PROBLEM TO SOLVE :: The expected output is every line below, reproduced exactly.
━━━━
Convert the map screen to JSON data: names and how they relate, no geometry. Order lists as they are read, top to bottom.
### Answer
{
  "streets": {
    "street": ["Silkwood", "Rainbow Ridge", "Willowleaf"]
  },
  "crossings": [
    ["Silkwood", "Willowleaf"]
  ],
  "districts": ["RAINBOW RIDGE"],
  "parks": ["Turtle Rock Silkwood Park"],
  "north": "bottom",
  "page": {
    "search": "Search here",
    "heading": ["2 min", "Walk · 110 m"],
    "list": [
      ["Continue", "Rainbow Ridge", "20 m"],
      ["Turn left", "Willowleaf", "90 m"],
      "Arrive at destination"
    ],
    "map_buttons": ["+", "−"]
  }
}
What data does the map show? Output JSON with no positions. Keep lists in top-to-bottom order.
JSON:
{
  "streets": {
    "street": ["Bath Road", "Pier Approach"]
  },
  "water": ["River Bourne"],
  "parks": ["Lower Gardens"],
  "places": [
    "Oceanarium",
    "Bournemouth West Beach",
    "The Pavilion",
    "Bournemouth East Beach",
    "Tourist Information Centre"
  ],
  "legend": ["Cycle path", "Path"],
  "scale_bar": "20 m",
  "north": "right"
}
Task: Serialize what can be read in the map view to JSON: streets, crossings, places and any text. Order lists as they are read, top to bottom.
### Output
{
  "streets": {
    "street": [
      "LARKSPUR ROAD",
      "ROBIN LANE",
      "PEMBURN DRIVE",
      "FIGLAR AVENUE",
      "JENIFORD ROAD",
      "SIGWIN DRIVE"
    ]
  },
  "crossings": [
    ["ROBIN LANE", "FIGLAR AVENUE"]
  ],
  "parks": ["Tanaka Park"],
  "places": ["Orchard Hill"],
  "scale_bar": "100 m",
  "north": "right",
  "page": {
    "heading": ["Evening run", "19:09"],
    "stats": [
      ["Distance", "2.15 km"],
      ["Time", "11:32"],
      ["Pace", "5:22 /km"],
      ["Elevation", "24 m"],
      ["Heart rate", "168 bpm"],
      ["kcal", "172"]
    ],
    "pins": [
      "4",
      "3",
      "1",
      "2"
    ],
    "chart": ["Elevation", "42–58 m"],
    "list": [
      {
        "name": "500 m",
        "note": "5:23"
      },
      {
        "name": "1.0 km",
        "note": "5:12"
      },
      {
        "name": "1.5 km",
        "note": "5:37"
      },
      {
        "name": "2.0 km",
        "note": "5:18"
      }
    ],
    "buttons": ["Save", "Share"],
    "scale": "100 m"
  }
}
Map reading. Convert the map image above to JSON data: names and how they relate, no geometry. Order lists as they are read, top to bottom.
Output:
━━━━
EXERCISE RESULT ::
Convert the map screen to JSON data: names and how they relate, no geometry. Order lists as they are read, top to bottom.
### Answer
{
  "streets": {
    "street": ["Silkwood", "Rainbow Ridge", "Willowleaf"]
  },
  "crossings": [
    ["Silkwood", "Willowleaf"]
  ],
  "districts": ["RAINBOW RIDGE"],
  "parks": ["Turtle Rock Silkwood Park"],
  "north": "bottom",
  "page": {
    "search": "Search here",
    "heading": ["2 min", "Walk · 110 m"],
    "list": [
      ["Continue", "Rainbow Ridge", "20 m"],
      ["Turn left", "Willowleaf", "90 m"],
      "Arrive at destination"
    ],
    "map_buttons": ["+", "−"]
  }
}
What data does the map show? Output JSON with no positions. Keep lists in top-to-bottom order.
JSON:
{
  "streets": {
    "street": ["Bath Road", "Pier Approach"]
  },
  "water": ["River Bourne"],
  "parks": ["Lower Gardens"],
  "places": [
    "Oceanarium",
    "Bournemouth West Beach",
    "The Pavilion",
    "Bournemouth East Beach",
    "Tourist Information Centre"
  ],
  "legend": ["Cycle path", "Path"],
  "scale_bar": "20 m",
  "north": "right"
}
Task: Serialize what can be read in the map view to JSON: streets, crossings, places and any text. Order lists as they are read, top to bottom.
### Output
{
  "streets": {
    "street": [
      "LARKSPUR ROAD",
      "ROBIN LANE",
      "PEMBURN DRIVE",
      "FIGLAR AVENUE",
      "JENIFORD ROAD",
      "SIGWIN DRIVE"
    ]
  },
  "crossings": [
    ["ROBIN LANE", "FIGLAR AVENUE"]
  ],
  "parks": ["Tanaka Park"],
  "places": ["Orchard Hill"],
  "scale_bar": "100 m",
  "north": "right",
  "page": {
    "heading": ["Evening run", "19:09"],
    "stats": [
      ["Distance", "2.15 km"],
      ["Time", "11:32"],
      ["Pace", "5:22 /km"],
      ["Elevation", "24 m"],
      ["Heart rate", "168 bpm"],
      ["kcal", "172"]
    ],
    "pins": [
      "4",
      "3",
      "1",
      "2"
    ],
    "chart": ["Elevation", "42–58 m"],
    "list": [
      {
        "name": "500 m",
        "note": "5:23"
      },
      {
        "name": "1.0 km",
        "note": "5:12"
      },
      {
        "name": "1.5 km",
        "note": "5:37"
      },
      {
        "name": "2.0 km",
        "note": "5:18"
      }
    ],
    "buttons": ["Save", "Share"],
    "scale": "100 m"
  }
}
Map reading. Convert the map image above to JSON data: names and how they relate, no geometry. Order lists as they are read, top to bottom.
Output:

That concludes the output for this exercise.